Even if victim status had been granted solely regarding the right to education, this would not have assured a ruling on the merits. As the Dissenting Member pointed out, the Committee would still need to address the issue of exhaustion of domestic remedies, an almost equally thorny issue. In fact, on the one hand, the quasi-federal structure of the Italian legal system, especially concerning health matters, creates a complicated interplay of regional and national laws. This, combined with the emergency nature of the measures, hampers, if not even prevents, the availability of domestic remedies. While this might favor the authors’ position, the existence of previous rulings by the Italian Constitutional Court upholding the constitutionality of the “Green Pass” (Constitutional Court Judgments n. 14, 15 and 16/2023) argues against it.

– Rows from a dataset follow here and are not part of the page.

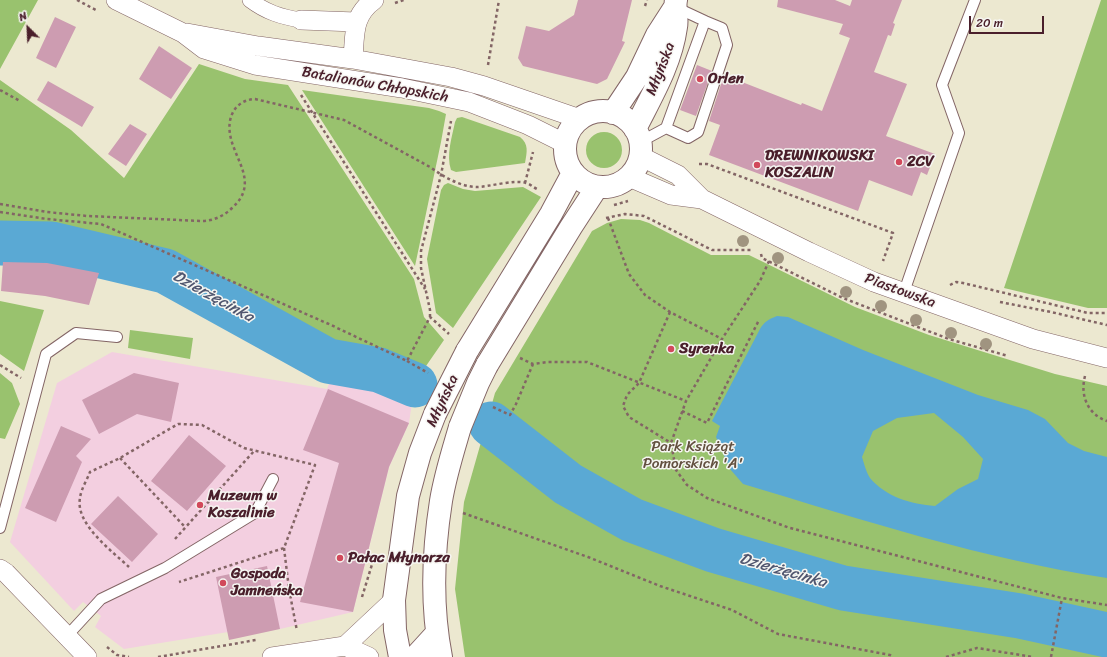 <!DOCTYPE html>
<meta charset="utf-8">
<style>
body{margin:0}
#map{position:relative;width:1107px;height:657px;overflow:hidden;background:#ece8d0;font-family:Sriracha,sans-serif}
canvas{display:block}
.north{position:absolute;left:8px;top:8px;width:40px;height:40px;-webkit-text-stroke:3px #f6f6f2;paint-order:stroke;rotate:336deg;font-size:11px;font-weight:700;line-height:16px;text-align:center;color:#4a1f2b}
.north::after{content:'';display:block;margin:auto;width:14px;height:18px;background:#4a1f2b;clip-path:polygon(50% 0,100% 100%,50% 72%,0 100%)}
.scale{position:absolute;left:969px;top:16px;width:75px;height:18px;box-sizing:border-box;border:2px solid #4a1f2b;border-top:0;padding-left:5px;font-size:12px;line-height:14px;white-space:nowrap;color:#4a1f2b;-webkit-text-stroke:3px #f6f6f2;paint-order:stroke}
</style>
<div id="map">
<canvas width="1107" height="657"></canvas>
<div class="north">N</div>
<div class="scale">20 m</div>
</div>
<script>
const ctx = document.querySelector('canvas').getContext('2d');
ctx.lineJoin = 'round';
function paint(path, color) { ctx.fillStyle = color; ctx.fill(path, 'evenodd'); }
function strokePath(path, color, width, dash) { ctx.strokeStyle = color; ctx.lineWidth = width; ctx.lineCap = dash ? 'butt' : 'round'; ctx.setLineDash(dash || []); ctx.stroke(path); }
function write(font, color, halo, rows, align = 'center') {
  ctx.font = font + ' Sriracha,sans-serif'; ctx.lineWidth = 3; ctx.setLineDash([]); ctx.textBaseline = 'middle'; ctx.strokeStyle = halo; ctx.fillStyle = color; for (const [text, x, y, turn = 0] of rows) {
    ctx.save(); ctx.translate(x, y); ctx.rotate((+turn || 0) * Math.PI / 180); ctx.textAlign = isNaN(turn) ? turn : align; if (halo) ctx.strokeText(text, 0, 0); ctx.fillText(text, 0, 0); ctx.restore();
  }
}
const built = new Path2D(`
 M112,352l215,37 7,-18 78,31 -3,21 -20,44 -36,145 -73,17 -52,3 -104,17 -29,-22 6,-11 -18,-14 -9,9 -64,-69 47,-159z`);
const green = new Path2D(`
 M0,0h38l-38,69z
 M1101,0h6v308h-19l-84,-20z
 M199,64l46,15 43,6 126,194 10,38 20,23 -38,55 -268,-134 -66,-20 -72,2v-163l71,50 53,48z
 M302,90l127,18 10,3 7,3 -5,28 -26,124z
 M462,117l58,20c9,7 7,15 5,26l-69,9 -5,-2c-5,-15 1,-33 4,-48l2,-4z
 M586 150a18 18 0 1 1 36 0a18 18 0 1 1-36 0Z
 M448,183l15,6 12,2 48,-4 18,10 -88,131 -17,-15 -9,-54 14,-69 3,-5z
 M621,219l19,1 9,3 62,32h38l106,52 74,28 126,39 52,12v271h-642l-10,-68 9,-87 31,-109 97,-162 15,-8z
 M0,301l44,9 -20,61 -24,-17z
 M130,330l63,8 -3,21 -62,-11z
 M0,373l12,10 8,21 -15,35 -5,-1z`);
const water = new Path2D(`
 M777,316l11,1 75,33 115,45 50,15 17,9 23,24 16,8 23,6v121c-124,-19 -244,-58 -364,-94l-13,-15 -14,-32 4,-11 -8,-5 48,-92c4,-7 9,-10 17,-13zM934,413l29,24 20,22 -5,20 -20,10 -23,17c-24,-2 -49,-9 -65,-28 -4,-6 -6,-15 -8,-21l11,-26 24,-13z
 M251,319l42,12 27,11 8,19 -8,9 -21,-2 -23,-19z`);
const river = new Path2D(`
 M0,243l51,1 114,27 163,90 51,9 36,15
 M491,424l77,60 64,36 81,30 130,38 177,28 87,19`);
const building = new Path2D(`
 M578,0h54l-10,41 3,1 -18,37 -10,5 -74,-18 -5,-8 8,-32 23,5 25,-16z
 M778,0h57l15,6 2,-6h50l-9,23 2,1 -4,12 -3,-1 -14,37 33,12 -21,52 49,18 -8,21 -6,-3 -9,24 -43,-16 -11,31 -149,-56 11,-30 -11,-4 15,-46 77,30 1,-2 20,8 28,-73 -11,-4 4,-10 -66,-17z
 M55,17l21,10 -20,41 -20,-10z
 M159,46l33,22 -21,31 -32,-20z
 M697,65l15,6 -16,45 -16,-6z
 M48,81l46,26 -12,20 -45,-27z
 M130,124l17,10 -21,32 -18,-12z
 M3,262l44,1 52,10 -10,32 -44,-9 -44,-5z
 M134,373l45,10 -8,39 -34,-8 -38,20 -17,-34z
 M328,389l81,34 -20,44 -36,145 -53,-10 39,-139 -36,-13z
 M61,426l30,13 -15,17 6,6 -26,60 -31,-14z
 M189,435l37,31 -39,45 -36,-30z
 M118,496l40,38 -26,28 -41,-38z
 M267,566l13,63 -51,11 -13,-63z`);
const path = new Path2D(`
 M77,0l19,10
 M395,3l9,-3
 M645,6l2,-6
 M488,65l11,-65
 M0,90l20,11
 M301,95l124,194
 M699,164h8l186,69 -10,28
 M525,183l8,-31
 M0,204l47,8 40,4 115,5c11,0 22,-5 30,-13 28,-25 2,-48 -2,-74 -3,-18 6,-34 25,-35l89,21 86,47c14,10 29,19 46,20 13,0 39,-8 50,-4 4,1 7,4 11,6
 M614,205l14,-4
 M0,212l47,7 54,5 230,101 76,36 23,-44 19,17
 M606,218l19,-4 19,2 68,34h40
 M608,218l21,56 16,21 25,17 52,27
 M761,254l1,4 81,40 36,14 70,27 59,17
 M769,261l-9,20 -38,58 -36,62 -15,42 5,27 11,15 20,13 83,30 272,70 45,7
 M950,285l6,-3 7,1 125,30h19
 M1000,302l51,10 56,13
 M670,312l-31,71 -12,12 -4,11 6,11 42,26
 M430,317v-7l-9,-42v-17l20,-76 10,-54
 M520,358l13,6 15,-2h39l99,39
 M407,361l21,12
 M0,365l21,13
 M1085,376c-5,19 2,38 22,45
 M493,407l17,8 6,-11 17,-40
 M682,411l25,12 52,-103
 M120,458l65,69
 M463,513l125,44 72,29 72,24 46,24 112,21 3,2
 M175,539l80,-89
 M284,548l5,41 8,42
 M129,567c-17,-16 -54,-43 -49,-69 1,-9 7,-18 10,-26l30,-14 58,-34 24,1 42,23 71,17 -31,83 -105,34
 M362,597l12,-39
 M107,647l10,8 12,2
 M158,657l98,-17
 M946,657l31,-9 56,9
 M1051,657l11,-59`);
const service = new Path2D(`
 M666,128l22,10 10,-6 29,-87 -5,-17 -17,-7
 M640,142l26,-14 39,-107 -30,-14
 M904,292l55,-159 -17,-48 33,-85
 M0,528l46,-174 30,-21 41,4
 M66,637l35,-38 64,-31 90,-55 18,-34`);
const pedestrian = new Path2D(`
 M250,0c16,12 31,17 51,20`);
const minor = new Path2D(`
 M116,0l67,33 21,16 51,16 147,23 67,14 59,23 38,19
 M301,20l55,2
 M187,33l71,13 95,13 98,18 33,9 96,33
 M353,59c2,-24 -1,-43 21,-59
 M640,156l38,19 24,24 107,53 65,30 159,57 74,19
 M629,177l42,18 31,4
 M0,569l6,4 81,84
 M345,646l49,-46
 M272,657l73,-11 24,11`);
const tertiary = new Path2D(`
 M565 149a38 38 0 1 1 76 0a38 38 0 1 1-76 0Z
 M613,113l24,-36 20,-42 18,-28
 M635,129c16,-32 36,-65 41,-102 2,-9 -2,-18 0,-27
 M467,351l84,-137 22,-41
 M487,365l84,-138 26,-40
 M400,657l-5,-27 -1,-30 14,-104 12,-43 15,-39
 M415,657l21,-23
 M441,657c-10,-51 -8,-105 0,-156 4,-25 12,-50 19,-74`);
const tertiaryBridge = new Path2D(`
 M435,414l32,-63
 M460,427l18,-44 9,-18`);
const trees = [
 [743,241],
 [778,258],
 [846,292],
 [881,306],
 [916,320],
 [951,333],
 [986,344]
];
const markers = [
 [700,79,4,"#d1495b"],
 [899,162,4,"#d1495b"],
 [757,165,4,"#d1495b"],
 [671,349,4,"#d1495b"],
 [200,505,4,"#d1495b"],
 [340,558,4,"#d1495b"],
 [223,583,4,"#d1495b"]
];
const streetNames = [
 ["Młyńska",661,69,-69],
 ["Batalionów Chłopskich",375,85,10],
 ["Piastowska",900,291,20],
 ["Młyńska",443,401,-65]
];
const poiNames = [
 ["Orlen",708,79],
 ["DREWNIKOWSKI",765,156],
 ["KOSZALIN",765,173],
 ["2CV",907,162],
 ["Syrenka",679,349],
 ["Muzeum w",208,496],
 ["Koszalinie",208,513],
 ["Pałac Młynarza",348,558],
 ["Gospoda",231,574],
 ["Jamneńska",231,591]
];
const parkNames = [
 ["Park Książąt",693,447],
 ["Pomorskich 'A'",693,464]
];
const waterNames = [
 ["Dzierżęcinka",213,297,29],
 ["Dzierżęcinka",783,571,16]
];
paint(built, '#f3cfe0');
paint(green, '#99c26e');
paint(water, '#5aa9d4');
strokePath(river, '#5aa9d4', 45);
paint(building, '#cd9cb1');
strokePath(service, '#836565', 12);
strokePath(pedestrian, '#836565', 16);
strokePath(minor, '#836565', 20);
strokePath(tertiary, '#836565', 24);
strokePath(path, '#836565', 2.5, [3, 3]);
strokePath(service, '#fff', 10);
strokePath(pedestrian, '#fff', 15);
strokePath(minor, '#fff', 19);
strokePath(tertiary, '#fff', 22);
strokePath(tertiaryBridge, '#836565', 24, []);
strokePath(tertiaryBridge, '#fff', 22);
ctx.fillStyle = '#a09480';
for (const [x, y] of trees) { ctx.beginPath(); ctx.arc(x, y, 6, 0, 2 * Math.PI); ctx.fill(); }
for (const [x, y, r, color] of markers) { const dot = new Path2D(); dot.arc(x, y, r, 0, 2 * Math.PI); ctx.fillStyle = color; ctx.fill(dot); strokePath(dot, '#f6f6f2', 1.5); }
write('15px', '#4a1f2b', '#f6f6f2', streetNames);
write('bold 15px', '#4a1f2b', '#f6f6f2', poiNames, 'left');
write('15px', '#62503f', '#f6f6f2', parkNames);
write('italic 16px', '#50566f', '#f6f6f2', waterNames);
</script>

Nonetheless, it would have been valuable to see the Committee’s stance on the substantive issues and how they might have addressed them. This includes considerations of the proportionality of restrictions on rights, the balancing of the right to health (article 24) against other rights, whether children’s opinions were taken into account in the vaccination decisions, and in light of it, which responsibilities should be borne by the State and which by the parents. Even more so, given the numerous COVID-19 crisis related cases that were dismissed on admissibility grounds by the ECtHR, the Committee had a significant chance to set a leading jurisprudence and to provide insights into the legality of restrictions on children's rights implementation and protection during a public health emergency. Their decision could have provided essential guidance for future situations of crisis by setting limits for policymakers and preventing undue unjustified breaches of fundamental rights.